Look through the entries for the string "align", and copy each line that holds it.

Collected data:
-----
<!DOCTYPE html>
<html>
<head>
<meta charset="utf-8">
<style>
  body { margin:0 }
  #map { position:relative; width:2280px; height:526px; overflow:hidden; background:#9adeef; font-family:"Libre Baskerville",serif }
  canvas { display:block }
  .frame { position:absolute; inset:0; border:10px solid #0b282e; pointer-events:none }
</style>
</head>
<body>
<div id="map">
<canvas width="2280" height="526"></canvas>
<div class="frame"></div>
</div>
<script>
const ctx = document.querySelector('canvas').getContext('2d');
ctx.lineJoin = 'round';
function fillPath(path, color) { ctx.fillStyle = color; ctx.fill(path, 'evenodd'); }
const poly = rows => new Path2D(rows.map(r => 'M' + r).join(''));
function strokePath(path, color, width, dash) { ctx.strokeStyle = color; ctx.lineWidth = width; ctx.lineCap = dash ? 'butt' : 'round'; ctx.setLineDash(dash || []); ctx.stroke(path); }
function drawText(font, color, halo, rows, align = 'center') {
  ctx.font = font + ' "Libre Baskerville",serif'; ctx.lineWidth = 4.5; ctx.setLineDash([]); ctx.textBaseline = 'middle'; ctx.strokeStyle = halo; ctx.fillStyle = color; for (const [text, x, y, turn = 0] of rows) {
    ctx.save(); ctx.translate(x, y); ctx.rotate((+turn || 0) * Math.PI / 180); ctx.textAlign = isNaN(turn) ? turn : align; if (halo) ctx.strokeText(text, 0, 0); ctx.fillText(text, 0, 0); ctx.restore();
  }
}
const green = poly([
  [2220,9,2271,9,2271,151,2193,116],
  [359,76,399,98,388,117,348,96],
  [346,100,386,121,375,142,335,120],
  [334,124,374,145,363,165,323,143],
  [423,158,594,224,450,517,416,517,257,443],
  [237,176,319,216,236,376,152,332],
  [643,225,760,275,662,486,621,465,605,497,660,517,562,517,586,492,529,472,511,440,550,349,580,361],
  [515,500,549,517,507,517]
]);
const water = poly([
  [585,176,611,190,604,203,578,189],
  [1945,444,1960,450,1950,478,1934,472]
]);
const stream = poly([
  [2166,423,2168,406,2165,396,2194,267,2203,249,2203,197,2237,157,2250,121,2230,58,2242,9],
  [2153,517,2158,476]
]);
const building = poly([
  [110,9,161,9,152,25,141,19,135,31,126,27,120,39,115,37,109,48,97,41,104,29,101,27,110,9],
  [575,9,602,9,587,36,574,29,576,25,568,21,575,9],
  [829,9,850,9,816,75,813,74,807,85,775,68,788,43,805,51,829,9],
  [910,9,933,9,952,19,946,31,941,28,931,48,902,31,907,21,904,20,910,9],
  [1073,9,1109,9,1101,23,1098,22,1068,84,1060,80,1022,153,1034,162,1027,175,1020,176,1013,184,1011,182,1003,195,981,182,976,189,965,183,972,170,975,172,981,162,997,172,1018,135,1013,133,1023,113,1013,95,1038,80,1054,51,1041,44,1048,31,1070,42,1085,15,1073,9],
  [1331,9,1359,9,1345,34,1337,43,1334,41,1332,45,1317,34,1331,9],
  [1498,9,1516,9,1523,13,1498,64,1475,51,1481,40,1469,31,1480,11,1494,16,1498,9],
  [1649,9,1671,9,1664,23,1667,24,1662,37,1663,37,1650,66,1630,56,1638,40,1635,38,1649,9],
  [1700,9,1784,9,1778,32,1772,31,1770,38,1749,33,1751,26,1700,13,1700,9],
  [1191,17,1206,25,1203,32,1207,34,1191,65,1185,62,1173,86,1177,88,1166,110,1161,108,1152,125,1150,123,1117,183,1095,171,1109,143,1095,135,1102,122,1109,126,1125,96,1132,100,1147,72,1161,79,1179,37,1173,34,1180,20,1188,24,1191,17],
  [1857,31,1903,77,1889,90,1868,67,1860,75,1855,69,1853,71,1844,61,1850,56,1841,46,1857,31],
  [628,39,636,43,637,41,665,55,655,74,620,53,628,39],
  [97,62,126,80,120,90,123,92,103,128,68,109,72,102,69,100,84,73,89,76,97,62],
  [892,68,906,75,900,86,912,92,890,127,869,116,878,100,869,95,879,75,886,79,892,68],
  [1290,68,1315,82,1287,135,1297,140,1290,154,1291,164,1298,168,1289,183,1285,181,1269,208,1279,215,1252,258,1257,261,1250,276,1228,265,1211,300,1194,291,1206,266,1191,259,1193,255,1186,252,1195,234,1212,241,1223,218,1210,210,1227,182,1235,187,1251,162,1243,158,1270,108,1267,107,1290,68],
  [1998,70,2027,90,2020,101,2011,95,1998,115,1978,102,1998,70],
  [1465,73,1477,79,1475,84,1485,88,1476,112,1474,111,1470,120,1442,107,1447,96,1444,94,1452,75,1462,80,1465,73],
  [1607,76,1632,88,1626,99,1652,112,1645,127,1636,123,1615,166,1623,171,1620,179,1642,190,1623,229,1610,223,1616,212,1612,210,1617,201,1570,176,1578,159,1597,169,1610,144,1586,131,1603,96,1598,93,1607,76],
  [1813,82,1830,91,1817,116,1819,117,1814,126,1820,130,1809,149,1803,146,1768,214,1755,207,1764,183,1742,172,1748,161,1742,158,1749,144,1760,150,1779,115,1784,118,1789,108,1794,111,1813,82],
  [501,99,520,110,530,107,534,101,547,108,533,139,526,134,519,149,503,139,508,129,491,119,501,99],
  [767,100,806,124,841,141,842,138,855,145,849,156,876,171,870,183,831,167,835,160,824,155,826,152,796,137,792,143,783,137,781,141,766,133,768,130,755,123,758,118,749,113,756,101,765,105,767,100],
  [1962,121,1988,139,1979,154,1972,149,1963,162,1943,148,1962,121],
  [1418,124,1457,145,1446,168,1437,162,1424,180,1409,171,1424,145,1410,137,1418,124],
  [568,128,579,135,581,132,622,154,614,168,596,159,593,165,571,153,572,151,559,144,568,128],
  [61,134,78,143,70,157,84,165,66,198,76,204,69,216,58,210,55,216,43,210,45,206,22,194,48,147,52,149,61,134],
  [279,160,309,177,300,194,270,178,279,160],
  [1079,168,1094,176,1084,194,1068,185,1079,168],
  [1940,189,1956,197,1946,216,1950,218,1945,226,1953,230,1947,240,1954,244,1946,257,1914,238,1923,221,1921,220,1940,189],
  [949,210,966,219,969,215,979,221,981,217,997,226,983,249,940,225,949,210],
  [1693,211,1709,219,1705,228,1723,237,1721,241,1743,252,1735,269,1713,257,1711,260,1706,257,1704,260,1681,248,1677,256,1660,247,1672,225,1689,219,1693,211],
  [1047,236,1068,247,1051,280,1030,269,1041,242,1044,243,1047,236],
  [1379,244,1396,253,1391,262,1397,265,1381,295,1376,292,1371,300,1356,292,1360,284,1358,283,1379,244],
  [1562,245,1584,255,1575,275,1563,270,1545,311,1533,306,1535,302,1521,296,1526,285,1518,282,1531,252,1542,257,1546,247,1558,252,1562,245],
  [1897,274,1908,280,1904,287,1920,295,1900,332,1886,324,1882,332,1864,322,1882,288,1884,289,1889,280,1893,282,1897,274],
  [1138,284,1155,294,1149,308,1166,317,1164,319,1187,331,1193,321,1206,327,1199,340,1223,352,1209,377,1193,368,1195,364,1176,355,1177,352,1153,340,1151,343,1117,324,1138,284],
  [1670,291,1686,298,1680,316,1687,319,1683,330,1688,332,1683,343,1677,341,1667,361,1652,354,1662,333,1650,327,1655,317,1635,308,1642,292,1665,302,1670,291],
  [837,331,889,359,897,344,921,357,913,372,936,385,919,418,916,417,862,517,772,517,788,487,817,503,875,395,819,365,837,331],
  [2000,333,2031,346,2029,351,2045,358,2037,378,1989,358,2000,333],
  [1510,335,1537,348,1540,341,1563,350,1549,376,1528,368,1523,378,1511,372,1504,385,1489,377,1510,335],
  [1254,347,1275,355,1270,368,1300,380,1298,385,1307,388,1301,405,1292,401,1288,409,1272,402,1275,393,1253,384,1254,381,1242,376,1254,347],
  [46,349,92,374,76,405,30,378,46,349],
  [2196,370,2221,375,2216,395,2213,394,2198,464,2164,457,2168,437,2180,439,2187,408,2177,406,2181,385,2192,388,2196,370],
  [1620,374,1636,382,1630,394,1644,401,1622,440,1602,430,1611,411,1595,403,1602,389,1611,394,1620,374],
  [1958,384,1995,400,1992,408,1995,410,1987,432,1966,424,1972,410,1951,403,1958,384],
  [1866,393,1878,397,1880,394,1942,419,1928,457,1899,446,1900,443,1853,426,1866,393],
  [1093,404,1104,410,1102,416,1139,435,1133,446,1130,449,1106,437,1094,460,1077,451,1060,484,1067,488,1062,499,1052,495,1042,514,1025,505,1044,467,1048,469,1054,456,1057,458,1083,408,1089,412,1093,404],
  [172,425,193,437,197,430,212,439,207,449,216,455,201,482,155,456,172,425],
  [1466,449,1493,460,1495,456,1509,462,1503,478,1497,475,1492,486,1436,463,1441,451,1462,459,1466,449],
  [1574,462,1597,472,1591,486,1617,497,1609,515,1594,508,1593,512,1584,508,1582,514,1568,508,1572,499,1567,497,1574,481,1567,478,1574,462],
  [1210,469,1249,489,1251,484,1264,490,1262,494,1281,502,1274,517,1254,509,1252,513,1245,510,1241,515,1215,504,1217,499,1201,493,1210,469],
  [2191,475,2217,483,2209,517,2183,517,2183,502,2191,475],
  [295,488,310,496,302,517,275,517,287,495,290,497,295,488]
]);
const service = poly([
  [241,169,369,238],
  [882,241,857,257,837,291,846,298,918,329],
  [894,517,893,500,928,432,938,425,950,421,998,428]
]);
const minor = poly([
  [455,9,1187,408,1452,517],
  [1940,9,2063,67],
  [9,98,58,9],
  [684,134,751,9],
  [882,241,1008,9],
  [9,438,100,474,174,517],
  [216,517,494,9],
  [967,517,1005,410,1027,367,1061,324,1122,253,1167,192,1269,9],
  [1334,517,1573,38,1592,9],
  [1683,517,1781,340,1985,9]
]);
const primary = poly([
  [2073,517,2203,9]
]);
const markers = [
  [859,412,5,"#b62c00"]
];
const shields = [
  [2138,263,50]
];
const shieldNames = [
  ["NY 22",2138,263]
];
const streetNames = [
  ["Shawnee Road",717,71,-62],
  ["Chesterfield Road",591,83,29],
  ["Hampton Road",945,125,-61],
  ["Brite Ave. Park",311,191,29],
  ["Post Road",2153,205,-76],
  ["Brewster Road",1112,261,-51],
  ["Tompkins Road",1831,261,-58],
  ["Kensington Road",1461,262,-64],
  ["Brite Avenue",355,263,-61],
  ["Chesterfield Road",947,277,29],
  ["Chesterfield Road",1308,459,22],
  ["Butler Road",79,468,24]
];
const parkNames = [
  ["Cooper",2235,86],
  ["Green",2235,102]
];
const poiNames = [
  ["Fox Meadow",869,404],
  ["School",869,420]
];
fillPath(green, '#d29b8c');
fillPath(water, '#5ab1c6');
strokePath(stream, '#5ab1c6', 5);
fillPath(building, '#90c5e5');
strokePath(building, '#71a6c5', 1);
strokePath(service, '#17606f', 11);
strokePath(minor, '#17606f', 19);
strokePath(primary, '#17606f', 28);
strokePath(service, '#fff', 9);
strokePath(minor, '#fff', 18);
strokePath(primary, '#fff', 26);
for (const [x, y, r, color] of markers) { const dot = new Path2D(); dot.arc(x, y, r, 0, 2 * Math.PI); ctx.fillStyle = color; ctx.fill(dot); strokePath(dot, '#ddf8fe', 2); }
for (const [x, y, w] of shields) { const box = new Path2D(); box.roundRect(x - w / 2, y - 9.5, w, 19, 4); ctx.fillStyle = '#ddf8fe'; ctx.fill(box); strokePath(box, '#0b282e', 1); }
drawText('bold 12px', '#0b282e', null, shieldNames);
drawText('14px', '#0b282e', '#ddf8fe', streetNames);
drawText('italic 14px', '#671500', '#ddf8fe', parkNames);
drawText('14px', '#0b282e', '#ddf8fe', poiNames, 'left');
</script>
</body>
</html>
-----
Reply
function drawText(font, color, halo, rows, align = 'center') {
    ctx.save(); ctx.translate(x, y); ctx.rotate((+turn || 0) * Math.PI / 180); ctx.textAlign = isNaN(turn) ? turn : align; if (halo) ctx.strokeText(text, 0, 0); ctx.fillText(text, 0, 0); ctx.restore();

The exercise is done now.